So yeah, not so meaningful to me.

Yet I do know the powerful of a God-story. I have heard tales of the Lord’s intervention in situations what can only be described as miraculous. I have BEEN IN such stories myself. The feeling that has been overwhelming in each of these situations is so intense that it is numbing, it is as if the air is thicker than usual, as if each breath comes not from my body actively taking in and releasing as it normally does. Rather, it feels as if it is the Holy Spirit being breathed in and out instead of air!

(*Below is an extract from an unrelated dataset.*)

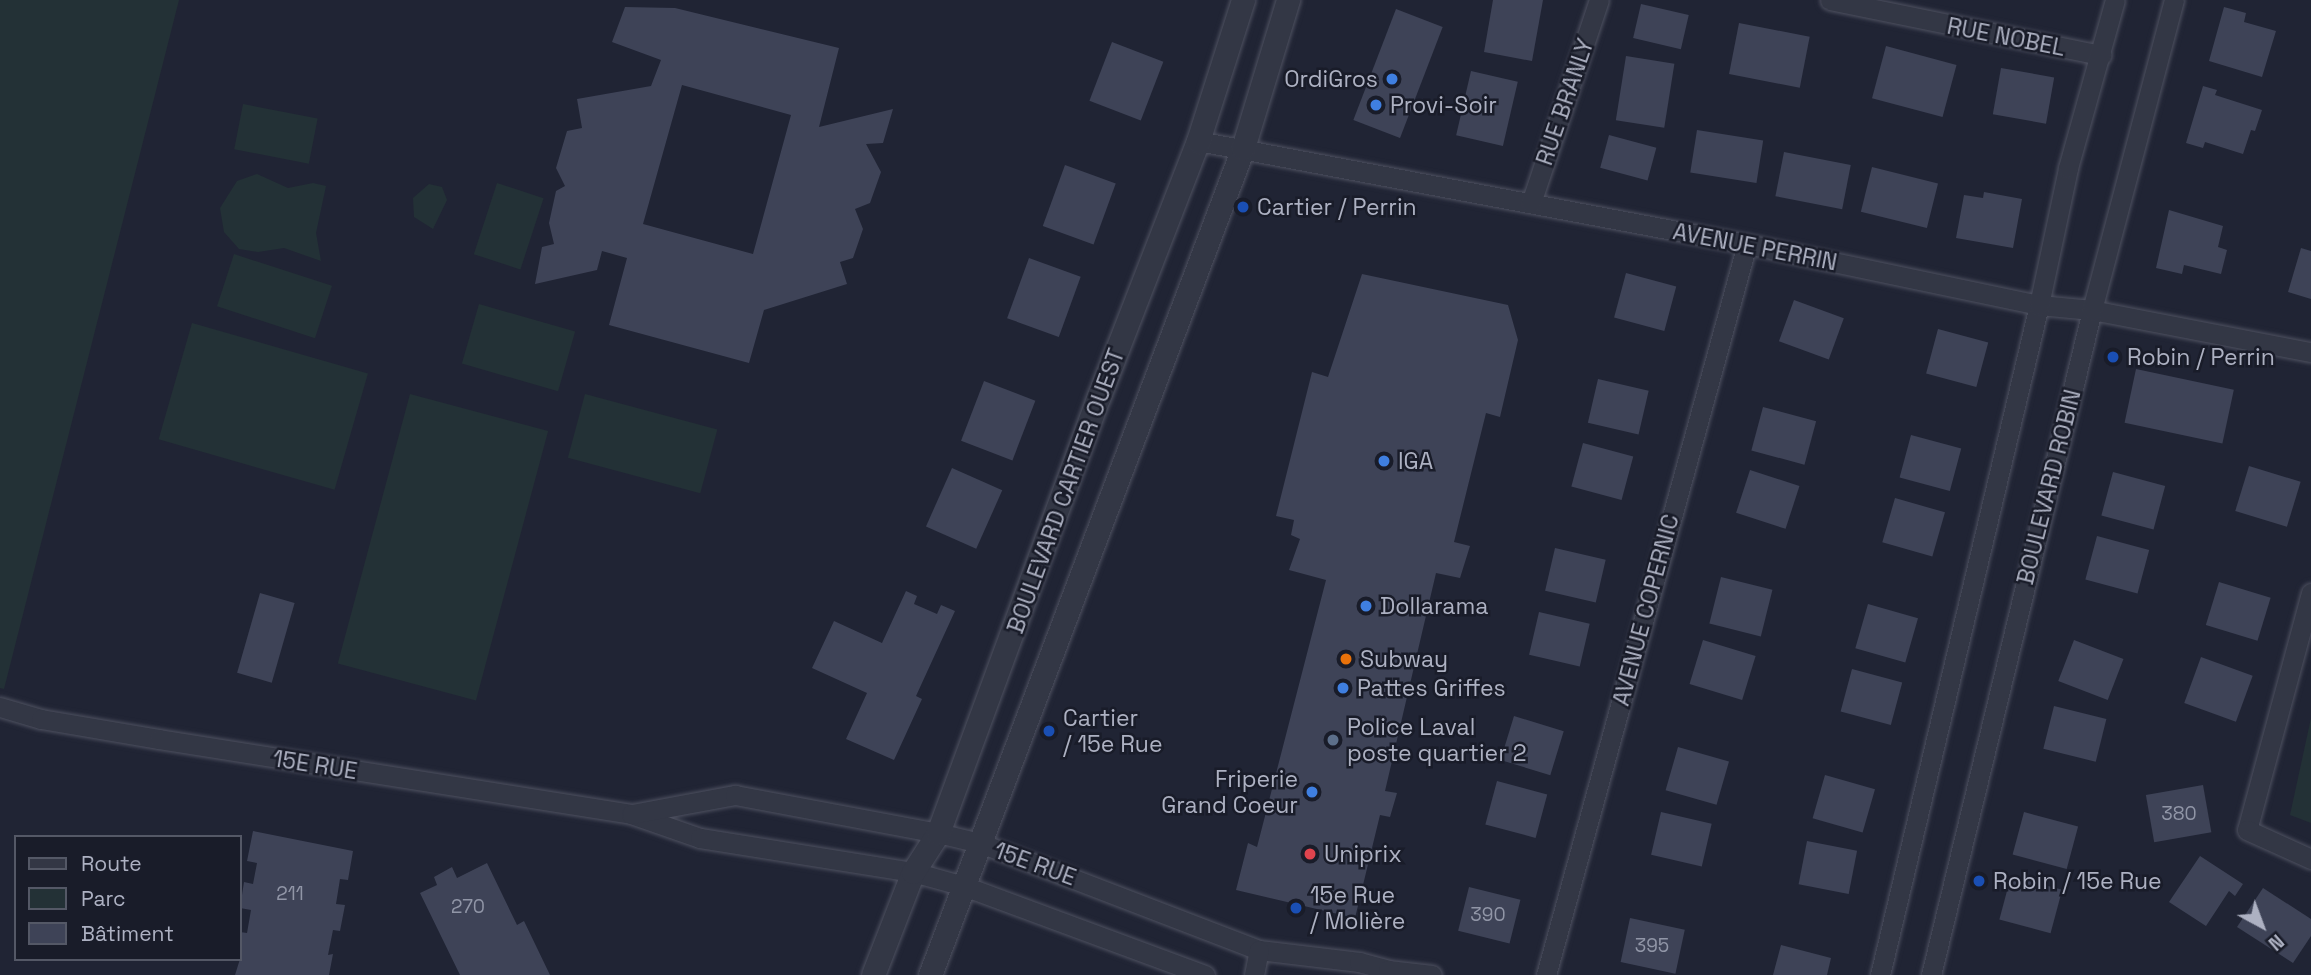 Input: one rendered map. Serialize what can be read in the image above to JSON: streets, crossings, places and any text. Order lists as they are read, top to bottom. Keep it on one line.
{"streets":{"street":["RUE NOBEL","RUE BRANLY","AVENUE PERRIN","BOULEVARD ROBIN","BOULEVARD CARTIER OUEST","AVENUE COPERNIC","15E RUE"]},"crossings":[["RUE BRANLY","AVENUE PERRIN"],["AVENUE PERRIN","BOULEVARD ROBIN"],["AVENUE PERRIN","BOULEVARD CARTIER OUEST"],["AVENUE PERRIN","AVENUE COPERNIC"],["BOULEVARD CARTIER OUEST","15E RUE"]],"places":["OrdiGros","Provi-Soir","Cartier / Perrin","Robin / Perrin","IGA","Dollarama","Subway","Pattes Griffes","Cartier / 15e Rue","Police Laval poste quartier 2","Friperie Grand Coeur","Uniprix","Robin / 15e Rue","15e Rue / Molière"],"house_numbers":["380","211","270","390","395"],"legend":["Route","Parc","Bâtiment"],"north":"bottom right"}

Times such as these beg to be told to the world. God is still in the business of miracle making as well as other manifestations that real people experience in real time in their real lives. Some are not miracles, but instead are stories of God’s unexpected grace. These stories need told every bit as much as the miracle stories, otherwise we would all be hiking mountains and looking for burning bushes and skipping doctor appointments because nothing will suffice short of a manifested miracle.

We should never seek the story. We should always seek the Author.

God’s miracles do not replace our doctors, or preachers, or people who just enjoy being good and doing good things for others. They do not come on demand and, frankly, do not always come when we feel as if we deserve them. This is where many find trouble that sometimes leads to unbelief. God’s miracles are not promised, not the way some folks expect them.

This does not mean we should not ask for them. I believe God wants us to request that he intervene as it is an expression of faith. I also believe that God does not want us to simply ask—even if in strong faith—and simply sit idly waiting. The angel appeared to the disciples after Jesus ascension because they just stood there looking into the sky where he had just ascended. He said he’d be back, so their thoughts probably told them to stand there and wait because this was going to be another great story. Their timing was off. It still is.

I believe in miracles. I believe in the God of miracles. I believe those miracles make phenomenal stories that the world needs to hear. Maybe now I am ready for one of those testimony services. Better yet, I need to do a better job of telling my own God-stories while also doing a better job of listening to others for theirs. After all, these are stories of hope.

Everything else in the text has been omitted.